→ **Action item**:
Omit images. Retype all entries verbatim.

→ **Records for the task**:
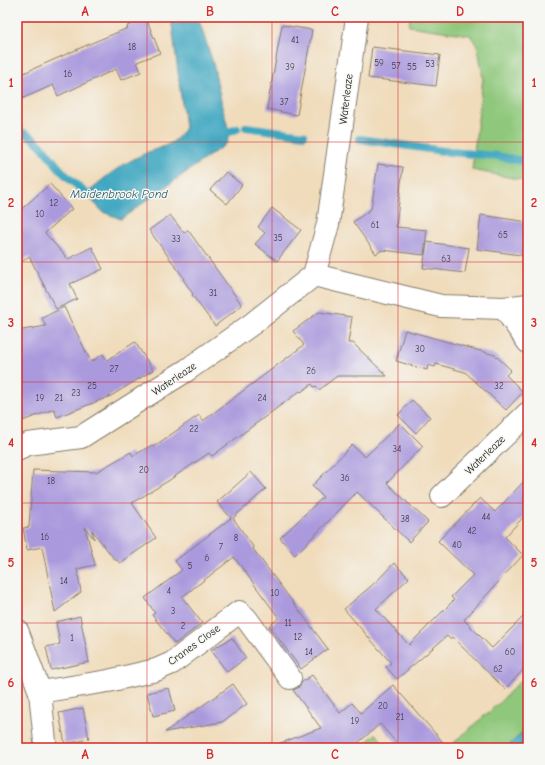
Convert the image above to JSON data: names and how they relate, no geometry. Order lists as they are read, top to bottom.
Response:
{
  "streets": {
    "street": ["Waterleaze", "Cranes Close"]
  },
  "water": ["Maidenbrook Pond"],
  "house_numbers": [
    "41",
    "18",
    "59",
    "53",
    "57",
    "39",
    "55",
    "16",
    "37",
    "12",
    "10",
    "61",
    "65",
    "35",
    "33",
    "63",
    "31",
    "30",
    "27",
    "26",
    "25",
    "32",
    "23",
    "19",
    "21",
    "24",
    "22",
    "34",
    "20",
    "36",
    "18",
    "44",
    "38",
    "42",
    "16",
    "8",
    "40",
    "7",
    "6",
    "5",
    "14",
    "4",
    "10",
    "3",
    "11",
    "2",
    "12",
    "1",
    "14",
    "60",
    "62",
    "20",
    "21",
    "19"
  ],
  "grid": {
    "columns": [
      "A",
      "B",
      "C",
      "D"
    ],
    "rows": [
      "1",
      "2",
      "3",
      "4",
      "5",
      "6"
    ]
  }
}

→ **Output of the exercise**:
Convert the image above to JSON data: names and how they relate, no geometry. Order lists as they are read, top to bottom.
Response:
{
  "streets": {
    "street": ["Waterleaze", "Cranes Close"]
  },
  "water": ["Maidenbrook Pond"],
  "house_numbers": [
    "41",
    "18",
    "59",
    "53",
    "57",
    "39",
    "55",
    "16",
    "37",
    "12",
    "10",
    "61",
    "65",
    "35",
    "33",
    "63",
    "31",
    "30",
    "27",
    "26",
    "25",
    "32",
    "23",
    "19",
    "21",
    "24",
    "22",
    "34",
    "20",
    "36",
    "18",
    "44",
    "38",
    "42",
    "16",
    "8",
    "40",
    "7",
    "6",
    "5",
    "14",
    "4",
    "10",
    "3",
    "11",
    "2",
    "12",
    "1",
    "14",
    "60",
    "62",
    "20",
    "21",
    "19"
  ],
  "grid": {
    "columns": [
      "A",
      "B",
      "C",
      "D"
    ],
    "rows": [
      "1",
      "2",
      "3",
      "4",
      "5",
      "6"
    ]
  }
}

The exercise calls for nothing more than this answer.